Predictions from zero-inflated or hurdle models

11 messages · Ben Bolker, Ruben Arslan, Jarrod Hadfield

#
Dear list,

I wanted to ask: Is there any (maybe just back of the envelope) way to
obtain a response prediction for zero-inflated or hurdle type models?
I've fit such models in MCMCglmm, but I don't work in ecology and my
previous experience with explaining such models to "my audience" did not
bode well.

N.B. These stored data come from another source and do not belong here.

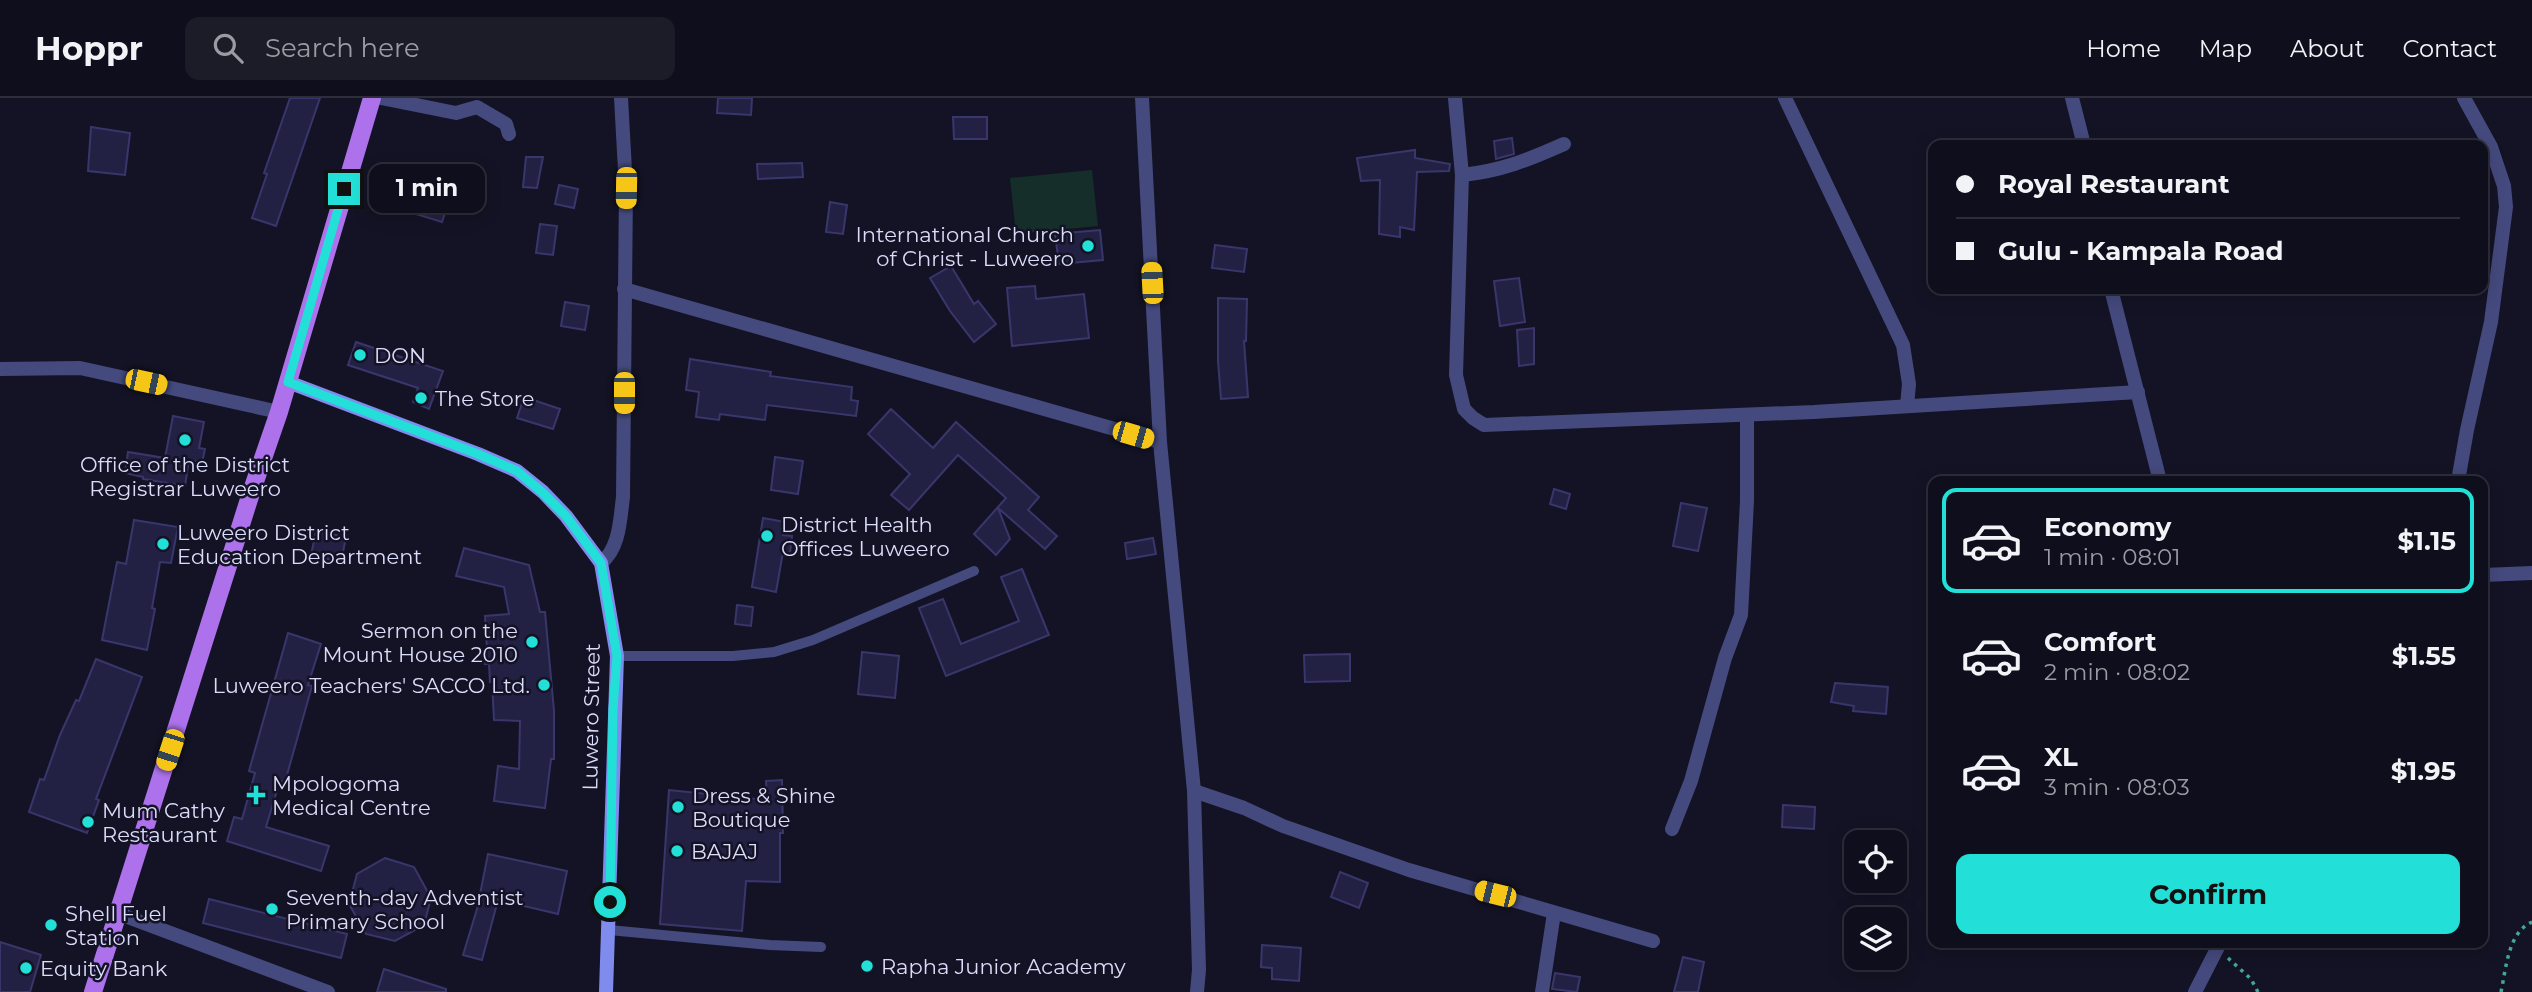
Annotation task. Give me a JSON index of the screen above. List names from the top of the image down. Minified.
{"streets":{"main road":["Luwero Street"]},"places":{"other":["International Church of Christ - Luweero","DON","The Store","Office of the District Registrar Luweero","District Health Offices Luweero","Luweero District Education Department","Sermon on the Mount House 2010","Luweero Teachers' SACCO Ltd.","Dress & Shine Boutique","Mum Cathy Restaurant","BAJAJ","Seventh-day Adventist Primary School","Shell Fuel Station","Rapha Junior Academy","Equity Bank"],"health":["Mpologoma Medical Centre"]},"page":{"header":"Hoppr","search":"Search here","nav":["Home","Map","About","Contact"],"banner":["Royal Restaurant","Gulu - Kampala Road"],"bubble":"1 min","list":[{"name":"Economy","note":"1 min · 08:01","value":"$1.15"},{"name":"Comfort","note":"2 min · 08:02","value":"$1.55"},{"name":"XL","note":"3 min · 08:03","value":"$1.95"}],"buttons":"Confirm"}}
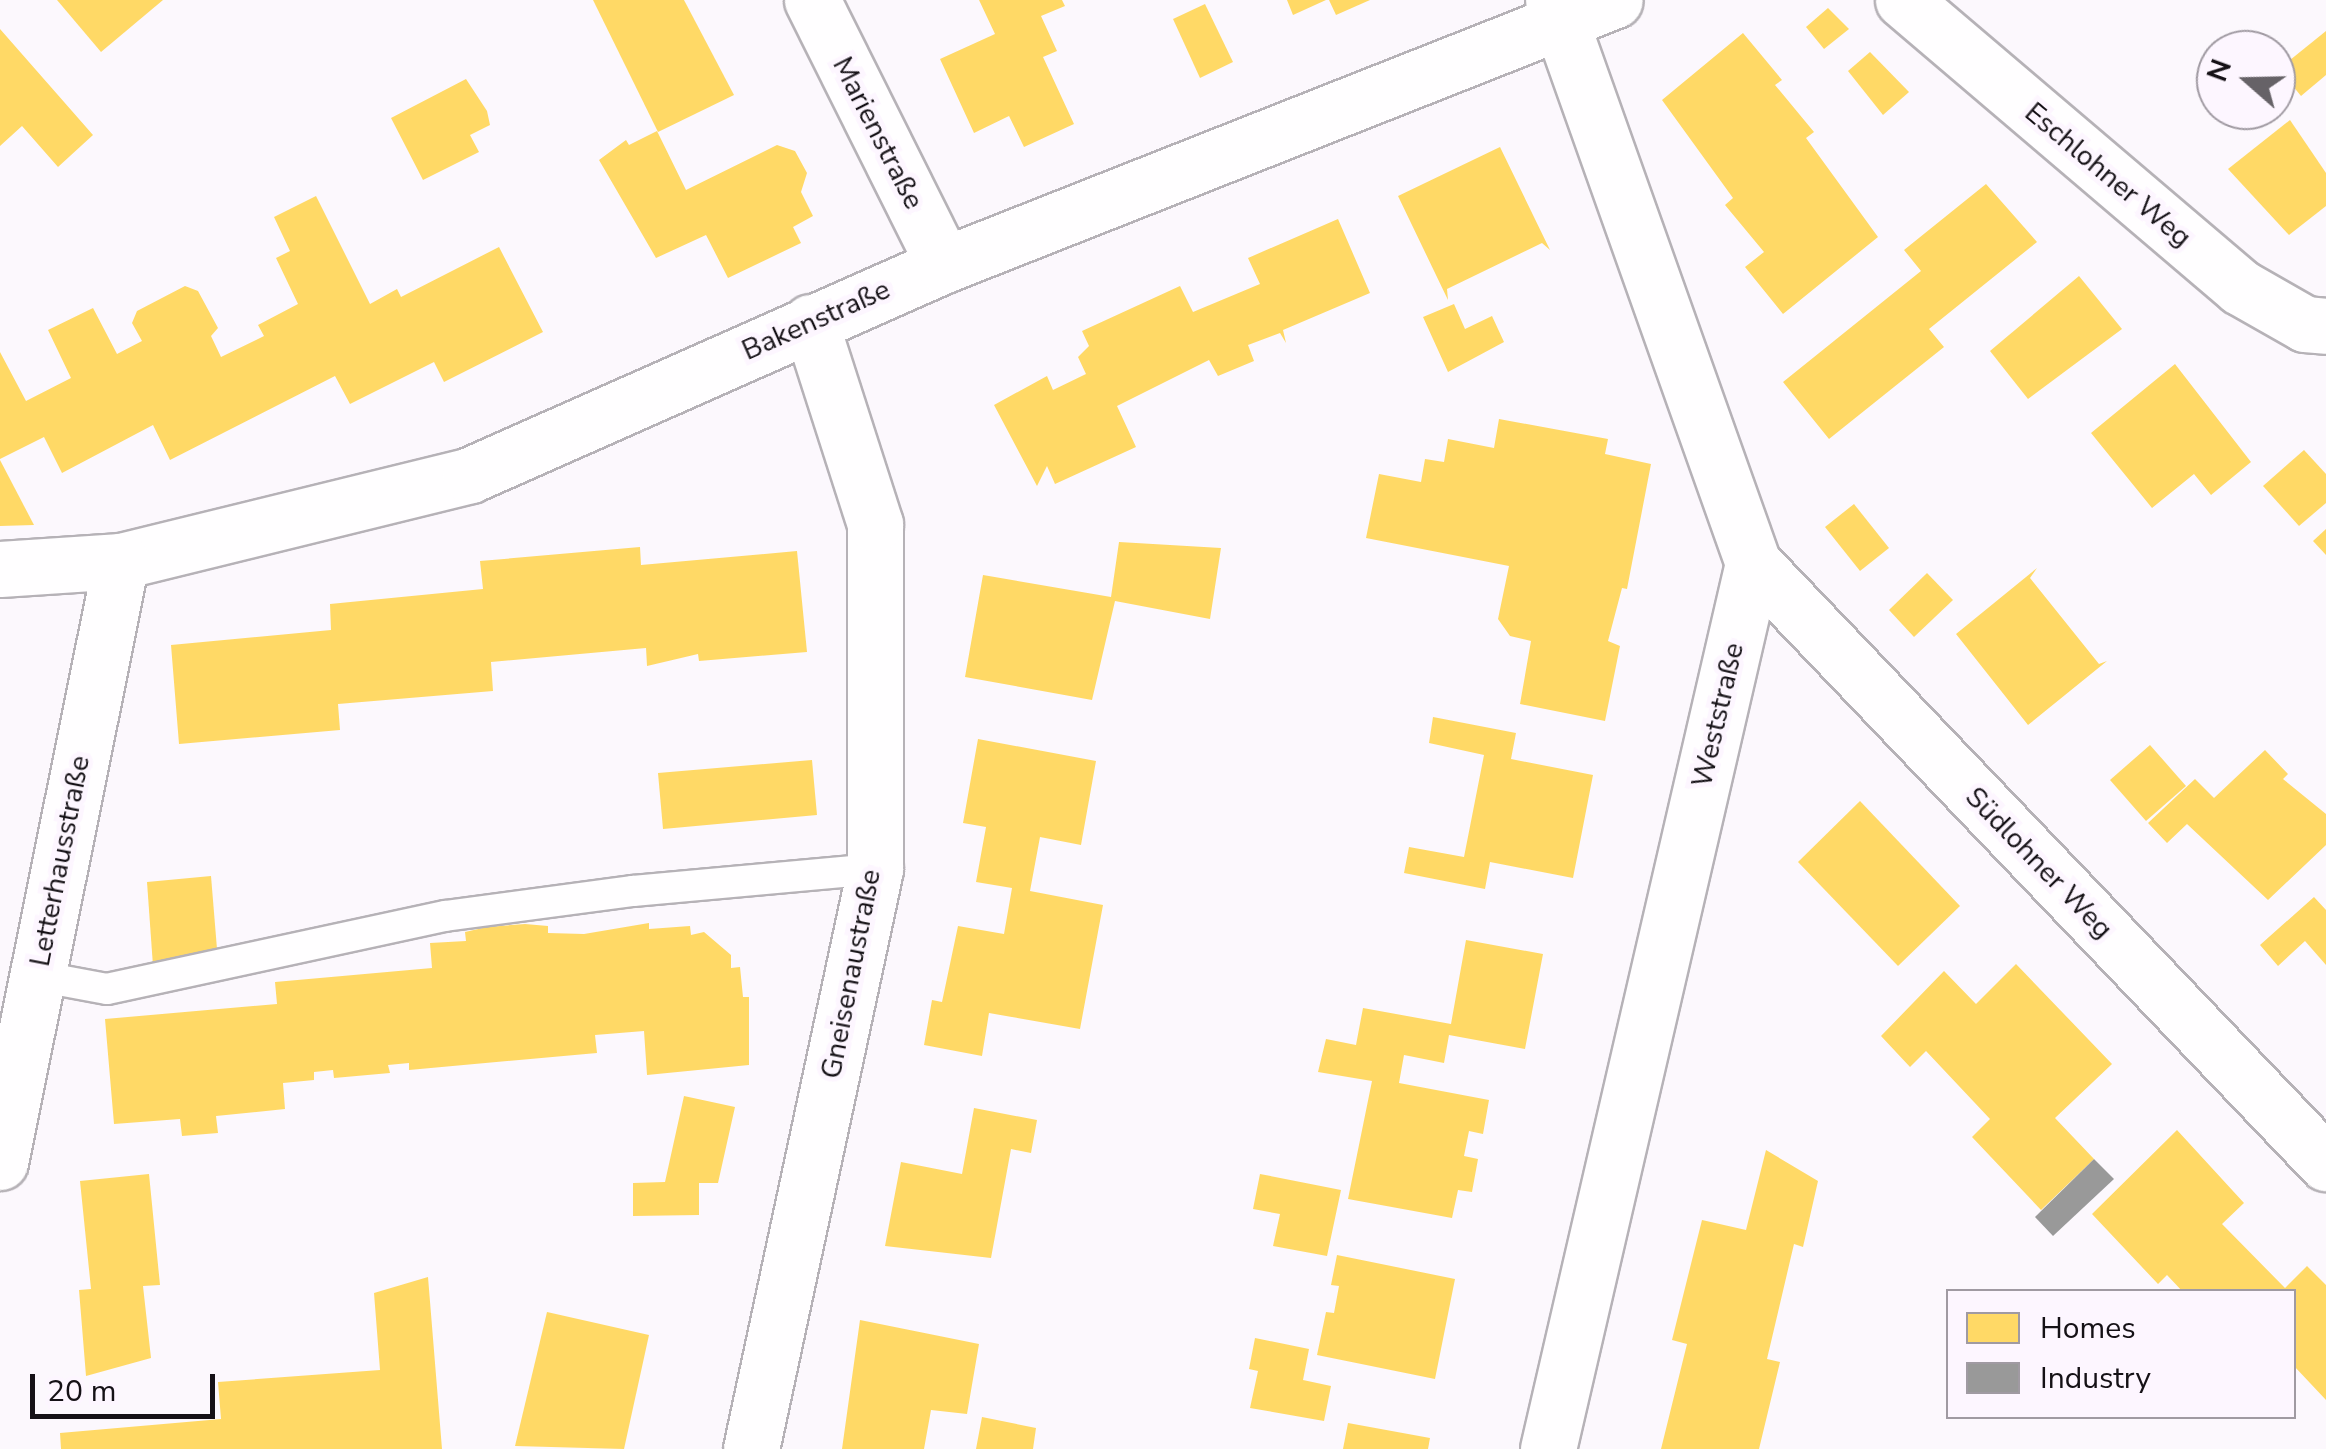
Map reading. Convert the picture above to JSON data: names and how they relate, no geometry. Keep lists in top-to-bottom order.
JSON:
{
  "streets": {
    "street": [
      "Marienstraße",
      "Eschlohner Weg",
      "Bakenstraße",
      "Weststraße",
      "Letterhausstraße",
      "Südlohner Weg",
      "Gneisenaustraße"
    ]
  },
  "crossings": [
    ["Marienstraße", "Bakenstraße"],
    ["Bakenstraße", "Letterhausstraße"],
    ["Bakenstraße", "Gneisenaustraße"],
    ["Weststraße", "Südlohner Weg"]
  ],
  "legend": ["Homes", "Industry"],
  "scale_bar": "20 m",
  "north": "left"
}
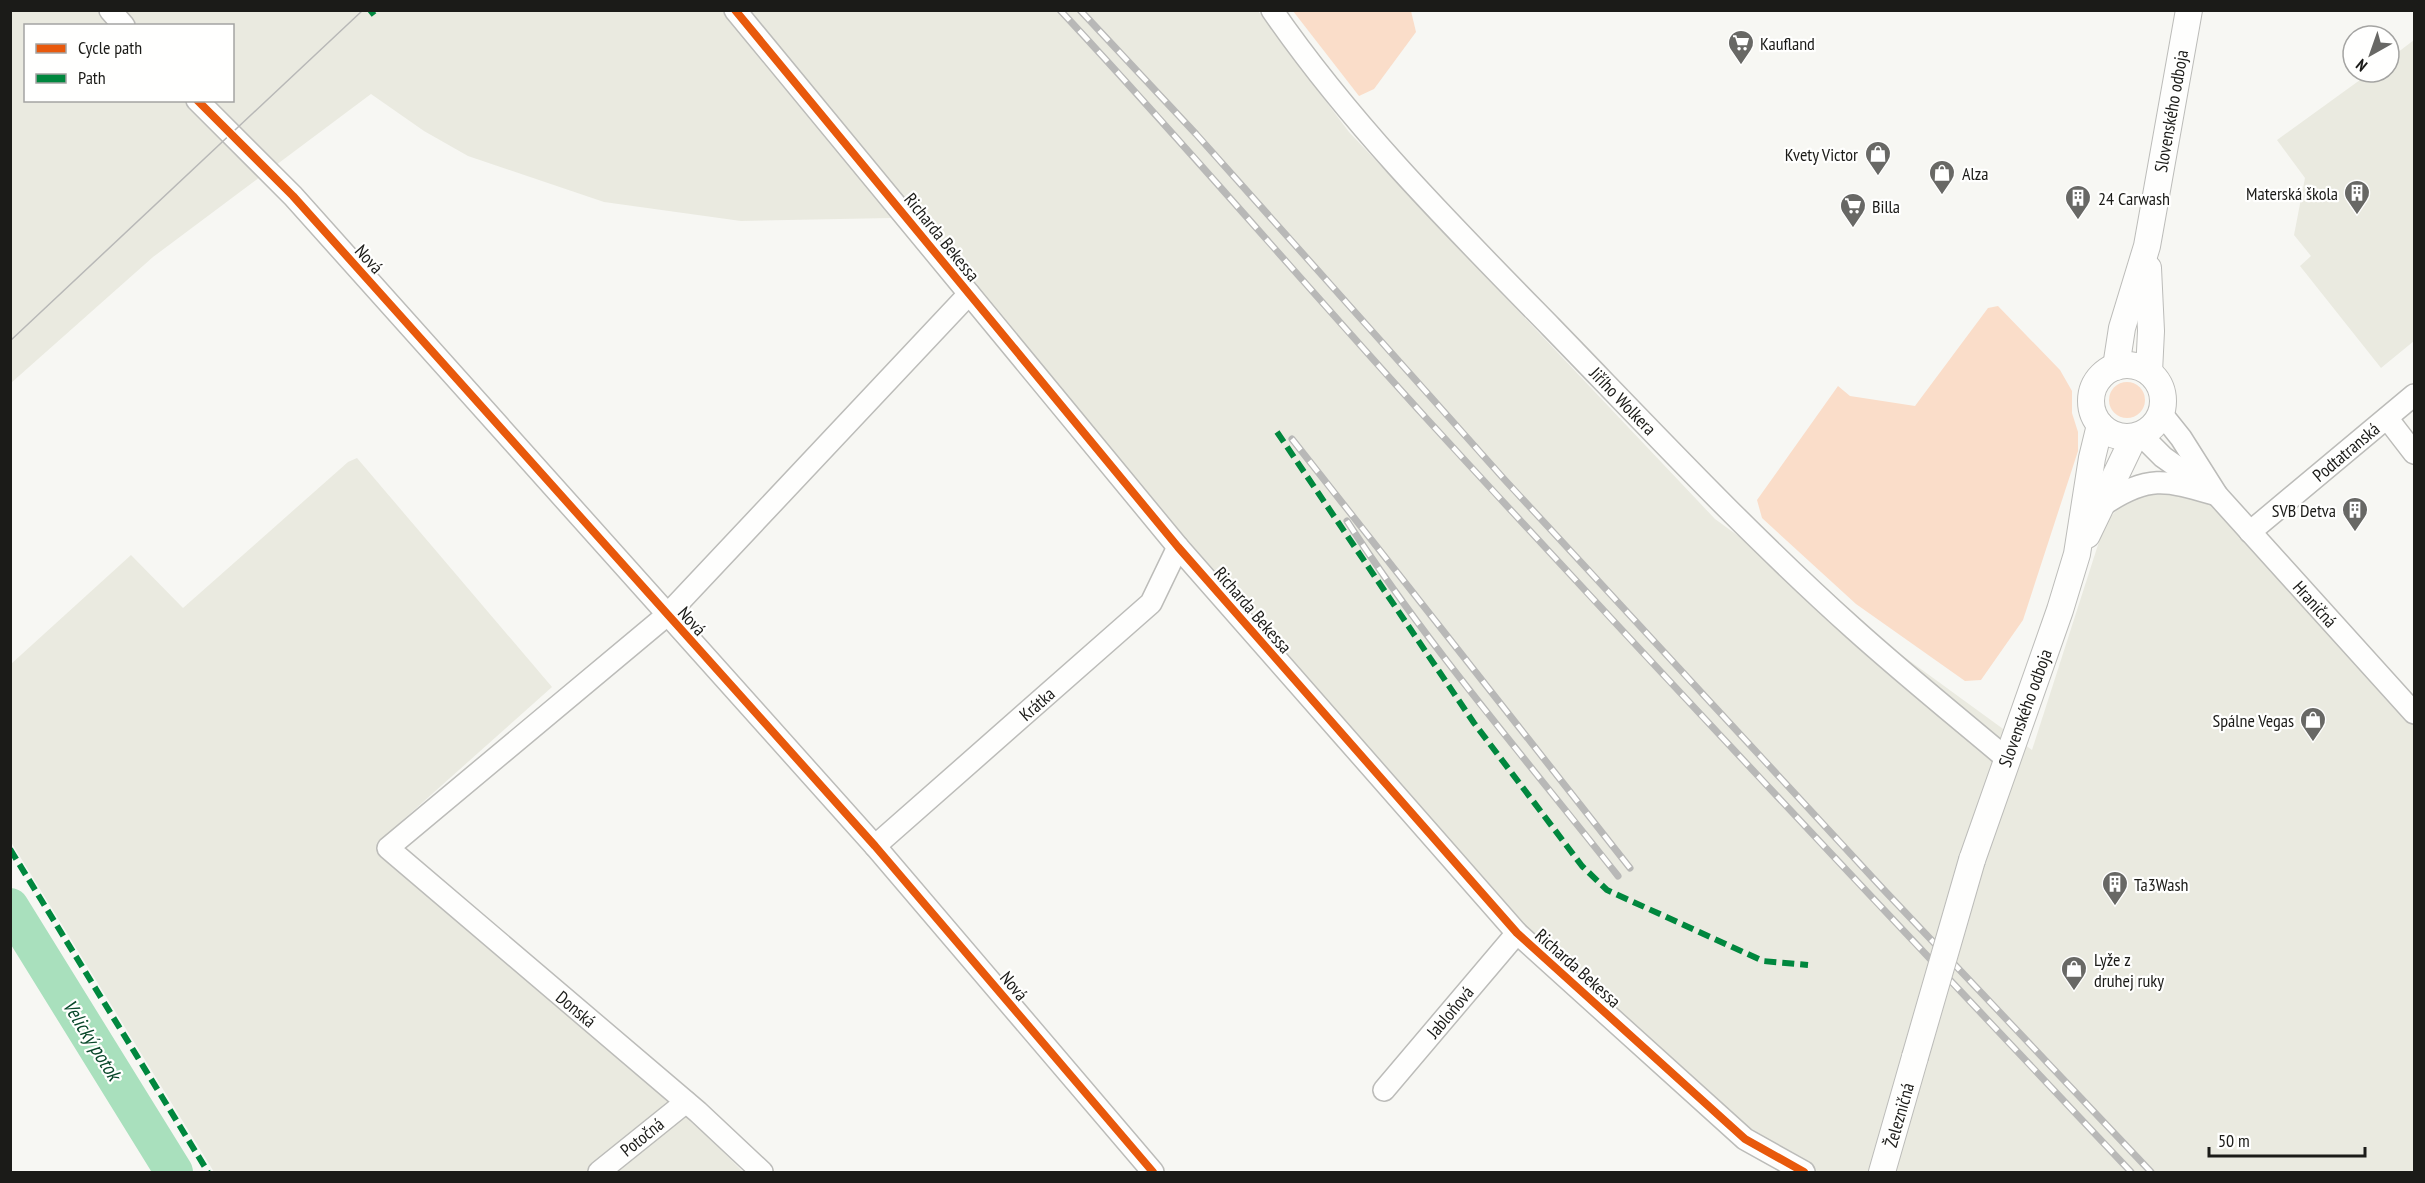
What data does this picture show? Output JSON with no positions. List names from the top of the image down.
{
  "streets": {
    "street": [
      "Slovenského odboja",
      "Richarda Bekessa",
      "Nová",
      "Jiřího Wolkera",
      "Podtatranská",
      "Hraničná",
      "Krátka",
      "Donská",
      "Jabloňová",
      "Železničná",
      "Potočná"
    ]
  },
  "crossings": [
    ["Slovenského odboja", "Jiřího Wolkera"],
    ["Slovenského odboja", "Hraničná"],
    ["Slovenského odboja", "Železničná"],
    ["Richarda Bekessa", "Krátka"],
    ["Richarda Bekessa", "Jabloňová"],
    ["Nová", "Krátka"],
    ["Nová", "Donská"],
    ["Podtatranská", "Hraničná"],
    ["Donská", "Potočná"]
  ],
  "water": ["Velický potok"],
  "places": {
    "supermarket": ["Kaufland", "Billa"],
    "shop": [
      "Kvety Victor",
      "Alza",
      "Spálne Vegas",
      "Lyže z druhej ruky"
    ],
    "building": [
      "Materská škola",
      "24 Carwash",
      "SVB Detva",
      "Ta3Wash"
    ]
  },
  "legend": ["Cycle path", "Path"],
  "scale_bar": "50 m",
  "north": "bottom left"
}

When it comes to humans, the researchers I presented to are not
used to offspring count being zero-inflated (or acquainted with that
concept), but in my historical data with high infant mortality, it is (in
modern data it's actually slightly underdispersed).

Currently I'm using lme4 and simply splitting my models into two stages
(finding a mate and having offspring).
That's okay too, but in one population the effect of interest is not
clearly visible in either stage, only when both are taken together (but
then the outcome is zero-inflated).
I expect to be given a hard time for this and hence thought I'd use a
binomial model with the outcome offspring>0 as my main model, but that
turns out to be hard to explain too and doesn't really do the data justice.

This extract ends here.